Ia menambahkan, terdakwa adalah penggagas, pembentuk, dan pendiri Jamaah Anshorut Daulah, organisasi yang jelas-jelas menentang Negara Kesatuan Republik Indonesia yang dianggapnya kafir dan harus diperangi.

"Terdakwa adalah penganjur, penggerak kepada pengikutnya untuk melakukan jihad, amaliyah teror, melalui dalil-dalilnya sehingga menimbulkan banyak korban," ungkapnya.

Ia melanjutkan, perbuatan terdakwa telah mengakibatkan banyak korban meninggal dan korban luka berat.

"Perbuatan terdakwa telah menghilangkan masa depan seorang anak yang meninggal di tempat kejadian dalam kondisi cukup mengenaskan dengan luka bakar lebih 90 persen, serta lima anak mengalami luka berat yang dalam kondisi luka bakar dan sulit dipulihkan kembali seperti semula," katanya.

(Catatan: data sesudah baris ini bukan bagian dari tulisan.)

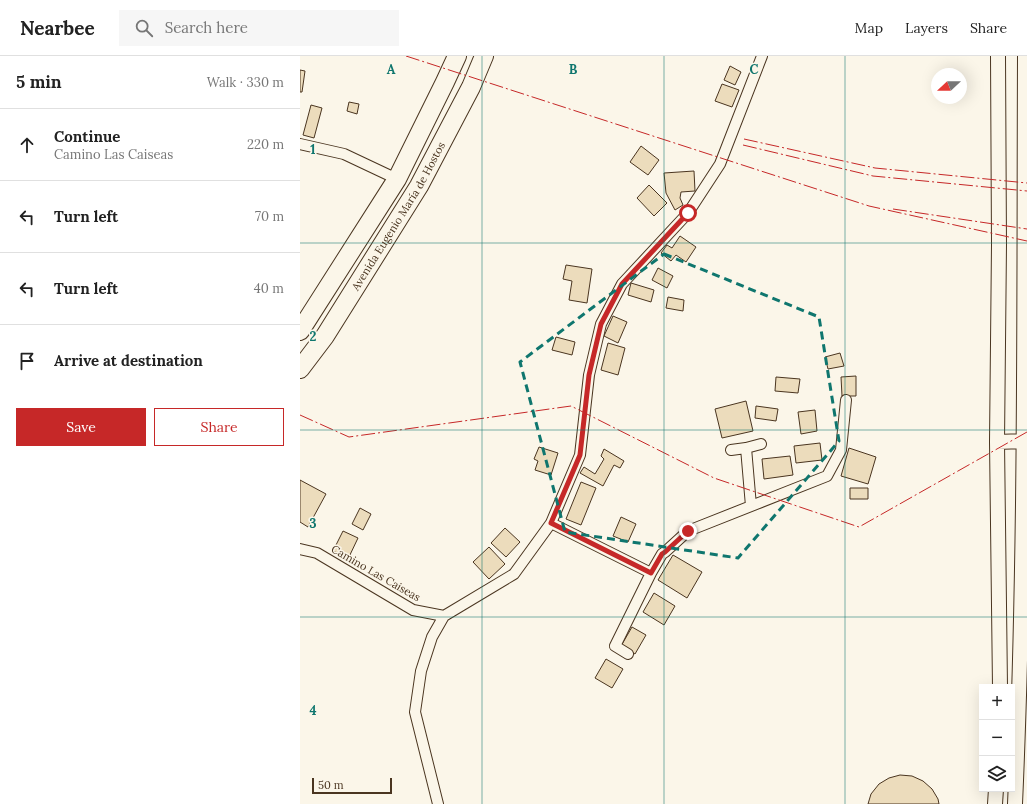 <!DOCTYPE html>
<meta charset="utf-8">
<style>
:root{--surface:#fff;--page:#f6f6f6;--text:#222;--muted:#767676;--line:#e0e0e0;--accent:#c62828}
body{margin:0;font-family:Lora,serif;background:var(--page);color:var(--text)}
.controls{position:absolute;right:12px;bottom:12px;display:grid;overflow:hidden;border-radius:0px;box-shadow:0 4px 16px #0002}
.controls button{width:36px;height:36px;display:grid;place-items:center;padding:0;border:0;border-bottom:1px solid var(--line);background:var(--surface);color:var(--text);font:20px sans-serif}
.compass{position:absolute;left:631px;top:12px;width:36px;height:36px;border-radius:50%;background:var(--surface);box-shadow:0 4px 16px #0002;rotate:248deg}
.scale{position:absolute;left:12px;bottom:10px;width:80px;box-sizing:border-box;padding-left:4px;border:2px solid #4a3520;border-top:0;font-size:11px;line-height:14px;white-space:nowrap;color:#4a3520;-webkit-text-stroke:3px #fbf6e9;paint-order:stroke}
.stop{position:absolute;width:12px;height:12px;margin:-9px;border:3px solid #c62828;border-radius:50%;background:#fff}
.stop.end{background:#c62828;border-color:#fff;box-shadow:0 1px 4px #0008}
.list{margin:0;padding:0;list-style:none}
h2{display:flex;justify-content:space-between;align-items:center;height:52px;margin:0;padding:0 16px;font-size:17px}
h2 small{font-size:13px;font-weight:400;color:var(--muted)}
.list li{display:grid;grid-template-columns:26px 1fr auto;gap:12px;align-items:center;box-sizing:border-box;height:72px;padding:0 16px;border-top:1px solid var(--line)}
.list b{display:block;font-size:15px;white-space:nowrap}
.list p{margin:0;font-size:13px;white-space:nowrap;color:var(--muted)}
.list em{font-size:13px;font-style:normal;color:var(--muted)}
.actions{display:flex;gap:8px;padding:12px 16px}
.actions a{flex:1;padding:9px 0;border:1px solid var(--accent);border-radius:0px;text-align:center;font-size:14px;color:var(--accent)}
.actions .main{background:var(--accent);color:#fff}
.icon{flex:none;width:22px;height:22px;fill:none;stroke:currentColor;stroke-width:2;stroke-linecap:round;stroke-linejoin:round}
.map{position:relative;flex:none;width:727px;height:748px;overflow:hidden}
header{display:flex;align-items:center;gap:24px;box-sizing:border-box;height:56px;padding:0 20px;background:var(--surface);border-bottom:1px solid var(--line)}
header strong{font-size:19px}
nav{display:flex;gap:22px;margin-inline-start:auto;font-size:14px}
.search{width:280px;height:36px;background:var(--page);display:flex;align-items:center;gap:10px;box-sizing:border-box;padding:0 14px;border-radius:0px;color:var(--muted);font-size:15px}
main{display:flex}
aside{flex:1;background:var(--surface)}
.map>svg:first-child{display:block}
.building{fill:#ecdcbc;stroke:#4a3520}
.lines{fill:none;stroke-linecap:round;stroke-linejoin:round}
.street-casing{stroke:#4a3520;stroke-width:12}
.secondary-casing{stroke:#4a3520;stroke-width:16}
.highway-casing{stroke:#4a3520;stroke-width:20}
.street{stroke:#fbf6e9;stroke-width:10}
.secondary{stroke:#fbf6e9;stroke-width:14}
.highway{stroke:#fbf6e9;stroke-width:18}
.power{stroke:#c62828;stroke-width:1;stroke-dasharray:14 3 2 3;stroke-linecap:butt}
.route{stroke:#c62828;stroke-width:5}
.marked{fill:none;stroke:#0f766e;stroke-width:3;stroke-dasharray:8 5;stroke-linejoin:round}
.grid{fill:none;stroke:#0f766e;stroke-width:1;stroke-opacity:0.55}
.labels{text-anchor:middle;stroke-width:3;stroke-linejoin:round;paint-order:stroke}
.street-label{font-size:11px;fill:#4a3520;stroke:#fbf6e9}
.grid-label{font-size:13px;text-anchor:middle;font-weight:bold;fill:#0f766e;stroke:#fbf6e9;stroke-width:3;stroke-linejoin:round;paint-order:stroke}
</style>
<header>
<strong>Nearbee</strong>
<div class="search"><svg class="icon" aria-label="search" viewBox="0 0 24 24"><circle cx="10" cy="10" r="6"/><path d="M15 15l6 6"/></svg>Search here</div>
<nav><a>Map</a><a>Layers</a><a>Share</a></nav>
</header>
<main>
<aside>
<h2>5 min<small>Walk · 330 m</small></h2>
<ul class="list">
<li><svg class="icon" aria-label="ahead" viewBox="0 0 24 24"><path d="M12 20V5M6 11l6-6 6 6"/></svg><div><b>Continue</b><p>Camino Las Caiseas</p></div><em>220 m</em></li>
<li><svg class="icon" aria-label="left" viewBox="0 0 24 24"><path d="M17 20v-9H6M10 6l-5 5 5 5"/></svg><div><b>Turn left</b></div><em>70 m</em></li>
<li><svg class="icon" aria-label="left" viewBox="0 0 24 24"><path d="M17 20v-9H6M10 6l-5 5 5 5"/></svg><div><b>Turn left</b></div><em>40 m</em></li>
<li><svg class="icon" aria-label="arrive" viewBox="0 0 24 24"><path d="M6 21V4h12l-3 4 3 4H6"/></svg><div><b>Arrive at destination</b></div></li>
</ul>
<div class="actions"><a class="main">Save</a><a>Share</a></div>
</aside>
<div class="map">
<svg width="727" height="748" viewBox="0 0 727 748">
<rect width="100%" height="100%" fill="#fbf6e9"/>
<path class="building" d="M430 10 441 16 435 29 424 24Z
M0 14 5 15 2 36H0Z
M422 28 439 34 432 51 415 45Z
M49 46 59 48 57 58 47 55Z
M11 49 22 52 14 82 3 79Z
M341 90 359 104 348 119 330 106Z
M394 115 395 135 381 136 380 142 383 149 375 154 366 137 364 117Z
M349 129 367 147 354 160 337 142Z
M380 180 396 191 386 206 376 199 371 205 361 197 367 189 372 192Z
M266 209 292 213 287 247 269 244 272 225 263 223Z
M358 212 373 220 367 232 352 224Z
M331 227 354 234 351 246 328 239Z
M368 241 384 244 383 255 366 252Z
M313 260 327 266 318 287 304 280Z
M256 281 275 286 272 299 252 294Z
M308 287 325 292 318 319 301 314Z
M540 297 544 310 528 313 525 301Z
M556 320V340H542L541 321Z
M476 321 500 323 498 337 475 335Z
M446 345 453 375 422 382 415 353Z
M456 350 478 353 476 365 455 362Z
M515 354 517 375 501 378 498 356Z
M520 387 522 404 496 407 494 390Z
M239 391 258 397 251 419 235 414 238 405 234 403Z
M549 392 576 401 568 428 541 420Z
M304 393 324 405 320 412 314 409 303 430 280 417 284 411 295 418 304 403 301 400Z
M490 400 493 419 464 423 462 403Z
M0 424 26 438 8 471 0 466Z
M281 426 296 432 281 469 266 463Z
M550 432H568V443H550Z
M60 452 71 458 63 474 52 468Z
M321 461 336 468 328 486 313 480Z
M205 472 220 486 206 501 191 487Z
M43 475 58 482 48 503 33 495Z
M189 491 205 508 189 523 173 506Z
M373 499 402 516 387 542 358 524Z
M354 537 375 550 364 569 343 556Z
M332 571 346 579 335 598 321 590Z
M306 603 323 613 312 632 295 622Z
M600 719 612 720 623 725 632 733 638 743 639 748H568L571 738 579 728 589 722Z"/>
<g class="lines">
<g class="street-casing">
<path id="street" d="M0 88 44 98 97 123
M446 392 451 450
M431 394 446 392 461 388
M251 467 351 517
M0 493 17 497 113 554 144 560 214 518 251 467 280 399 289 319 301 268 322 228 388 157 420 108 462 0
M328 598 315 590 351 517 362 498 365 496 388 475 527 420 541 394 546 344
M138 748 115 656 121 615 132 581 144 560"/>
</g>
<g class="secondary-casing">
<path id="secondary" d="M698 0 699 188 697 386 700 631
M697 386 724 385 727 384
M695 748 696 733
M715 748C726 499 724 249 725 0"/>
</g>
<g class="highway-casing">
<g id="highway">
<path d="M0 275 97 123 145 26 157 0"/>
<path id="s1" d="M0 313 25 280 119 130 171 31 184 0"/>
</g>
</g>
<use href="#street" class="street"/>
<use href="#secondary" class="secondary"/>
<use href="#highway" class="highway"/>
<path class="power" d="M106 0 569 150 727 185
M444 83 575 112 727 127
M443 89 573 120 727 135
M593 153 727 173
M0 359 49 381 271 350 414 422 559 471 727 376"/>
</g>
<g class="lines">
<path class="route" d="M388 157 322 228 301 268 289 319 280 399 251 467 351 517 362 498 365 496 388 475"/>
</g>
<path class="marked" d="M364 198 519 261 539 385 438 502 265 476 220 306Z"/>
<path class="grid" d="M182 0V748M364 0V748M545 0V748M0 187H727M0 374H727M0 561H727"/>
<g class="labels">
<g class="street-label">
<text dy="4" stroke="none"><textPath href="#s1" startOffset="182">Avenida Eugenio María de Hostos</textPath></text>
<text transform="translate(76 517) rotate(30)" y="4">Camino Las Caiseas</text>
</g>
</g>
<g class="grid-label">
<text x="91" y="18">A</text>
<text x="273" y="18">B</text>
<text x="454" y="18">C</text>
<text x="13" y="98">1</text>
<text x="13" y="285">2</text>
<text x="13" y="472">3</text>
<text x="13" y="659">4</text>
</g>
</svg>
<div class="controls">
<button>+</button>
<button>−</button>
<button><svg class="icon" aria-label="layers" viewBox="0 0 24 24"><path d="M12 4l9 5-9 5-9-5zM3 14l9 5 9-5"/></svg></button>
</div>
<svg class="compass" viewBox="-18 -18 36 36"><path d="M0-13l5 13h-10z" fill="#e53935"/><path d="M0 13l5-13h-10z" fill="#767676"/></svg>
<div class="scale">50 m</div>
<div class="stop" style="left:388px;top:157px"></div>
<div class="stop end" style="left:388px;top:475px"></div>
</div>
</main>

Dia menyampaikan, pemahaman terdakwa tentang syirik demokrasi telah dimuat di internet dalam blog www.millahibrohim.wordpress yang ternyata dapat diakses secara bebas sehingga dapat memengaruhi banyak orang.

"Sedangkan hal yang meringankan, menurut kami tidak ditemukan hal-hal yang meringankan dalam perbuatan terdakwa," tandasnya.

Sebelumnya, Tim Jaksa Penuntut Umum (JPU), menuntut terdakwa Oman Rochman alias Aman Abdurrahman terkait kasus terorisme dengan hukuman mati, di Pengadilan Negeri Jakarta Selatan, hari ini.

"Menjatuhkan pidana kepada terdakwa Oman Rochman alias Aman Abdurrahman alias Abu Sulaeman, dengan pidana mati," kata JPU Anita.

Aman diduga sebagai aktor di balik pengeboman di Jalan MH Thamrin, Jakarta Pusat, tahun 2016 lalu. Selain itu, dia juga terlibat kasus teror Bom Gereja Oikumene di Samarinda tahun 2016, Bom Kampung Melayu Jakarta Timur tahun 2017, serta dua penyerangan terhadap polisi di Medan dan Bima tahun 2017.